While the Central Epidemic Command Center has eased quarantine requirements and waived mandatory polymerase reaction chain tests for citizens and residents returning to Taiwan, and the Tourism Bureau is expected to soon lift the ban on outbound and inbound tours, travel agents said they are not too eager to organize overseas tours, as Japan, South Korea and other countries that have opened their borders have reported a resurgence of COVID-19 cases caused by the highly contagious Omicron BA.5 subvariant of SARS-CoV-2.

Return trips could be disrupted if the tour guide or tour member tested positive for COVID-19, which would mean they would have to spend a few more days abroad, they said.

Travelers still need to undergo three days of quarantine and four days of self-initiated disease prevention upon their return, they added.

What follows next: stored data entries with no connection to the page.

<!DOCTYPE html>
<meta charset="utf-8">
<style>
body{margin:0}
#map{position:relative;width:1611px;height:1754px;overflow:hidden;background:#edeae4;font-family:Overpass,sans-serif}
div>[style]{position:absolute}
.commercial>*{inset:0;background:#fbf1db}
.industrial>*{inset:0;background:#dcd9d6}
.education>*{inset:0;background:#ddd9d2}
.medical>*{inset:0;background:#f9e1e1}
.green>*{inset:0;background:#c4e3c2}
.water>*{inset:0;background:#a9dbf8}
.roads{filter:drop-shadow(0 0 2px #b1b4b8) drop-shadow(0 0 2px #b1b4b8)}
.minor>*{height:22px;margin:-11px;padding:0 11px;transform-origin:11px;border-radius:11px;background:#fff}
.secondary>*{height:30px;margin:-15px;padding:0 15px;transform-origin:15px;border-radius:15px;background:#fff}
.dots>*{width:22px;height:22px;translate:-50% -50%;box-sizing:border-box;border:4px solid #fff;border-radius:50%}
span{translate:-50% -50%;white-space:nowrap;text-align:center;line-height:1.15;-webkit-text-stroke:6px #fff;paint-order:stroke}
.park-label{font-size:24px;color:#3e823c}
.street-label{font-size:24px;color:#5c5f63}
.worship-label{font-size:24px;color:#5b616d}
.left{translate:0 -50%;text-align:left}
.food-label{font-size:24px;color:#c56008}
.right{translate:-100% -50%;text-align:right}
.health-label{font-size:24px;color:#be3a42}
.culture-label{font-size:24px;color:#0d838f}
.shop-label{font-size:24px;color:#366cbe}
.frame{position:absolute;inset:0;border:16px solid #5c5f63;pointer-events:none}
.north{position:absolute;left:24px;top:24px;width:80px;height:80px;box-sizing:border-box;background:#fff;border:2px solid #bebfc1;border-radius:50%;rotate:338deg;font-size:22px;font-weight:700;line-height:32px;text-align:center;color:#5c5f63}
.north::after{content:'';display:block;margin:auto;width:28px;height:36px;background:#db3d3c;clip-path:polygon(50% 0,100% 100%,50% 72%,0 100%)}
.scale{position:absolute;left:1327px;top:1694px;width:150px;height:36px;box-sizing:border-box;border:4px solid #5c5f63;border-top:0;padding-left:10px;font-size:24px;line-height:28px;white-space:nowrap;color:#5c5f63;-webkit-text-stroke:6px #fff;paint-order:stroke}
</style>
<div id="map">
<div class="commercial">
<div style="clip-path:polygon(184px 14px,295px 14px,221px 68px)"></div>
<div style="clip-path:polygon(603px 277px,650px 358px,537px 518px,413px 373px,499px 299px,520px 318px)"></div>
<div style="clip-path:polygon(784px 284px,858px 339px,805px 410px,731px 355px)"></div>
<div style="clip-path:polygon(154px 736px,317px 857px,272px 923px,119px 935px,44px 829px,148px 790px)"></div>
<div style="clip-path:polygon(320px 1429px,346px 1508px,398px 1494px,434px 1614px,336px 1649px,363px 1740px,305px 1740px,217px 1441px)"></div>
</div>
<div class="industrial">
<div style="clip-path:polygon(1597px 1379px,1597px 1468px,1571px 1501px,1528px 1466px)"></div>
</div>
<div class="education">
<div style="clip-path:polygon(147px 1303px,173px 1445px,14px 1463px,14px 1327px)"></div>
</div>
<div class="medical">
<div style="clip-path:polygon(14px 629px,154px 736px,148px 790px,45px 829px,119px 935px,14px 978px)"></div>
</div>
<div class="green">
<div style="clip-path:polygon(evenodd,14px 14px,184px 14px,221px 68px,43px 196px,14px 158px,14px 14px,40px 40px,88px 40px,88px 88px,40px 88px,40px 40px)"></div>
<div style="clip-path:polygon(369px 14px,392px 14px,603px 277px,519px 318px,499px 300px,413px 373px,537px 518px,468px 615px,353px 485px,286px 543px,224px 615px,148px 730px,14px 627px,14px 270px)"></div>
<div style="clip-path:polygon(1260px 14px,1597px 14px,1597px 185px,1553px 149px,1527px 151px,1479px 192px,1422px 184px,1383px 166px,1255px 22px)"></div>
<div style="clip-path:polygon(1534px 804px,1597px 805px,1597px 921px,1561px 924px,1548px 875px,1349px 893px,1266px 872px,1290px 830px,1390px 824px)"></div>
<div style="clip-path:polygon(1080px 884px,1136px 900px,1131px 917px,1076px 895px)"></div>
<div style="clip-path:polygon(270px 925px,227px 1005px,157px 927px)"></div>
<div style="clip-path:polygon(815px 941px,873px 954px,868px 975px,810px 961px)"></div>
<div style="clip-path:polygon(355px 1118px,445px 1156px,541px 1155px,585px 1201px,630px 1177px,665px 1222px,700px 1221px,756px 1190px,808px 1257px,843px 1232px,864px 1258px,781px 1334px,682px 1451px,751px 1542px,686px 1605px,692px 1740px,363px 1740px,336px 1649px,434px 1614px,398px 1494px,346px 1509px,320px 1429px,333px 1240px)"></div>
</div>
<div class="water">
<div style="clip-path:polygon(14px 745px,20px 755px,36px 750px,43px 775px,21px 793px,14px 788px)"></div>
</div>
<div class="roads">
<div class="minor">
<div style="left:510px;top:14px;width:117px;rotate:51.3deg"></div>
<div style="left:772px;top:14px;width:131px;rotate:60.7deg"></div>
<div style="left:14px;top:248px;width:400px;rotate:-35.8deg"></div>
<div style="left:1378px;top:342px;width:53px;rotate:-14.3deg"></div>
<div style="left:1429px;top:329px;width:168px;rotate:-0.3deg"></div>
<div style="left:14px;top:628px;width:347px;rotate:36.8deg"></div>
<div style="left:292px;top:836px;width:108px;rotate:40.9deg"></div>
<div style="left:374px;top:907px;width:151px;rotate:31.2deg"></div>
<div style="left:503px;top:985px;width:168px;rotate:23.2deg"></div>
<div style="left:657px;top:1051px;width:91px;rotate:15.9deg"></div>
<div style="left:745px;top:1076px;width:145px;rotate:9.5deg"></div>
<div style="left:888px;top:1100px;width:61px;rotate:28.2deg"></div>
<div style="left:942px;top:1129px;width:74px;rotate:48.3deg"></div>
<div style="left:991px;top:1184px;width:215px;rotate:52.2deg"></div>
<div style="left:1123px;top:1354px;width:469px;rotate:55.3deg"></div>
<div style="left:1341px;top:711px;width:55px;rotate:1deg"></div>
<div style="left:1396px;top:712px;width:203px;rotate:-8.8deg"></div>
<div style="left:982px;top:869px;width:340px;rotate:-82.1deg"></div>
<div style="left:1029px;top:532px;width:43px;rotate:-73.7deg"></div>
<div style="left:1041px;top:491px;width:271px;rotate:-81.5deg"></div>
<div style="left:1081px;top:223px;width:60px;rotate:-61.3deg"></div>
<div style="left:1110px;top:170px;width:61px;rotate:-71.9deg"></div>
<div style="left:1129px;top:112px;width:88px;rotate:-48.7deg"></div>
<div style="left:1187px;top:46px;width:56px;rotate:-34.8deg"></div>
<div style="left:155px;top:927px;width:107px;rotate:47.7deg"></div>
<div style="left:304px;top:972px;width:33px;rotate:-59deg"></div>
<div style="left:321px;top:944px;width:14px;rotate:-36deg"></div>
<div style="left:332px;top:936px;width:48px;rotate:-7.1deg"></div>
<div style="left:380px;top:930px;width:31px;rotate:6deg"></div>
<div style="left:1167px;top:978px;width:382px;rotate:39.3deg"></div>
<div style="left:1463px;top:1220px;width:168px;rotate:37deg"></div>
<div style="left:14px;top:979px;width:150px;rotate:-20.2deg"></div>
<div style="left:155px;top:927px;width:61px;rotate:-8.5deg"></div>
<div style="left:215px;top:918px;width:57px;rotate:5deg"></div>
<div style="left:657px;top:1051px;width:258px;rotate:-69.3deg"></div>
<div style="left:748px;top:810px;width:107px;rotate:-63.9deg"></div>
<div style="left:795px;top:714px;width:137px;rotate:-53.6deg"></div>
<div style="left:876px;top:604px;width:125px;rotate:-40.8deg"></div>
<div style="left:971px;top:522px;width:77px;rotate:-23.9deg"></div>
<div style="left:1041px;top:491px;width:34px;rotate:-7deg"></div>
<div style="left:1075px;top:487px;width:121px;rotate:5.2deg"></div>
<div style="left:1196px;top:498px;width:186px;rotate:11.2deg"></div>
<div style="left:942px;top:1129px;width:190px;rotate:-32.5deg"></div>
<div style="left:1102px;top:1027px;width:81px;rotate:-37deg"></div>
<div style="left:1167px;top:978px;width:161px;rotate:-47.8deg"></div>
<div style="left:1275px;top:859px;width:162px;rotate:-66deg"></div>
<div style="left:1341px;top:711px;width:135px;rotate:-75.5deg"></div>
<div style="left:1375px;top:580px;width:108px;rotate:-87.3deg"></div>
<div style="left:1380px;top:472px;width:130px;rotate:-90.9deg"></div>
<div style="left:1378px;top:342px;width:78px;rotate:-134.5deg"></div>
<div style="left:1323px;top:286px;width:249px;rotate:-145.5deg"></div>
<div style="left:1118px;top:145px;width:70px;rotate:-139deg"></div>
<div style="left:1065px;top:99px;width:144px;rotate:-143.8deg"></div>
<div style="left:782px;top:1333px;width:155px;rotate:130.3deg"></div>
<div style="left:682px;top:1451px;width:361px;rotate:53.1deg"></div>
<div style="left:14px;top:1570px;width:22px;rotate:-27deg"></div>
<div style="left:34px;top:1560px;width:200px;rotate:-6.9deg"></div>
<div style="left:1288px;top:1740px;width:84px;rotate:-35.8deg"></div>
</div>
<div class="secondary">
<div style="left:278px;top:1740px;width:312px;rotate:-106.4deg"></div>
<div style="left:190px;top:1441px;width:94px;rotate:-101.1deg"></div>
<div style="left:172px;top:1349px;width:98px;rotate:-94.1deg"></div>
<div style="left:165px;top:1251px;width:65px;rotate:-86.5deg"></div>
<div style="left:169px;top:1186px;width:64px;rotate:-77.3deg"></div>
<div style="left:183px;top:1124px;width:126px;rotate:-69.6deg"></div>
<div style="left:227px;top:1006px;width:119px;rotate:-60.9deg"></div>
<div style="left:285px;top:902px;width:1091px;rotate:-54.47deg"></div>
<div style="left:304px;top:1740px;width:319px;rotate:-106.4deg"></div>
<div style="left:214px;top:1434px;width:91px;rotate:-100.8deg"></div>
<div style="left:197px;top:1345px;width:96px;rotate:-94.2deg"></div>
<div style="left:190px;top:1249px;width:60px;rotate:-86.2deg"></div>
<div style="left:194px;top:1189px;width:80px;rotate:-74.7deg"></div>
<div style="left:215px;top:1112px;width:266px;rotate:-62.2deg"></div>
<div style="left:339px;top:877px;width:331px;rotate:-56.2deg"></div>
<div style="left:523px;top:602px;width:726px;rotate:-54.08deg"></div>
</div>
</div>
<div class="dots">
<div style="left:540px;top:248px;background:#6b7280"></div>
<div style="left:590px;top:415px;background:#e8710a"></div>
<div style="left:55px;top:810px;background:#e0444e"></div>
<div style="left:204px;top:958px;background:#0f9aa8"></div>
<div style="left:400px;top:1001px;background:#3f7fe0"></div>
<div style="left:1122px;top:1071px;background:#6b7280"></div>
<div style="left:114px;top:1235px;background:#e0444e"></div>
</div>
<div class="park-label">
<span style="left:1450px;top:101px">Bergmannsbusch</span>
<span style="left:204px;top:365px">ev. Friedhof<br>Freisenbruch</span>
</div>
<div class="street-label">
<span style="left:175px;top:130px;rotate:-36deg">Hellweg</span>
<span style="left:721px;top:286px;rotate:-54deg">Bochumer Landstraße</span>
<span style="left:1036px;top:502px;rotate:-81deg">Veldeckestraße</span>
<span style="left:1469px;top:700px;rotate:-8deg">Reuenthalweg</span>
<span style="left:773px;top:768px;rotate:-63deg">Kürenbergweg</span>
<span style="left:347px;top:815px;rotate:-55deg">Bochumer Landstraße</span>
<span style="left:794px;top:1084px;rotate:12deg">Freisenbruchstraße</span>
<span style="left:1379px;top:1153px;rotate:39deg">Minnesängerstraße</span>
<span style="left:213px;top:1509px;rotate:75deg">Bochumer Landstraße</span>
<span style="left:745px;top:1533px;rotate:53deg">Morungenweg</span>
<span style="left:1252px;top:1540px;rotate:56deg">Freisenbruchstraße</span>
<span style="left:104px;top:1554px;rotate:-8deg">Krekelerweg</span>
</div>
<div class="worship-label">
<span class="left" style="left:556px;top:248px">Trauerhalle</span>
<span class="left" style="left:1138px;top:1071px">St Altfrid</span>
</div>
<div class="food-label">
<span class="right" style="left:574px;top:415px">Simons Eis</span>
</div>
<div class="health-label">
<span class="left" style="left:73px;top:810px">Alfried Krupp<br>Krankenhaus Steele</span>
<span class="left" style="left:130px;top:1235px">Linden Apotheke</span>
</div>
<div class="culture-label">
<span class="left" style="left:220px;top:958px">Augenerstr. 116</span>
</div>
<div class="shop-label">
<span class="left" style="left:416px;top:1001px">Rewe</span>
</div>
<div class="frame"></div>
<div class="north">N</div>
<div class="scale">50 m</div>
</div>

Travel Agent Association vice chairman Chang Yung-chen (張永成) told the Taipei Times that downgrading COVID-19 from a category 5 to a category 4 communicable disease is the solution to reducing the risks faced by overseas tour operators.

“Downgrading the disease would make it no different from a cold, and those contracting the virus need not be quarantined anymore,” Chang said. “I believe this is what the government should do when COVID-19 cases at home and abroad show signs of improvement. Otherwise, we simply cannot keep up with all potential risks involved in organizing overseas tours.”

In other news, travel agents have asked the Tourism Bureau to intervene, as many insurance companies have stopped offering overseas medical insurance to travelers.

Travel Quality Assurance Association chairman Louis Hsu (許禓哲) told reporters at a media luncheon on Tuesday that almost all insurance firms have stopped offering such products after having to pay about NT$41 billion (US$1.37 billion) in compensation for COVID-19 policies.

“We hope the Tourism Bureau can help by talking to insurance companies. Otherwise, who is going to pay for the medical expenses of tourists even after they are allowed to join overseas tours,” Hsu said.

Insurance firms can offer insurance plans similar to those offered to tourists joining tours to Palau, with which Taiwan signed a quarantine-free travel corridor agreement last year, he said, adding that the plan covered additional expenses incurred after contracting the virus.

Chang said that Taiwan should learn from the Japanese government by making travel health insurance available to tourists.

“We will continue to communicate with insurance firms and the Non-Life Insurance Association about this matter to protect travelers,” the bureau said.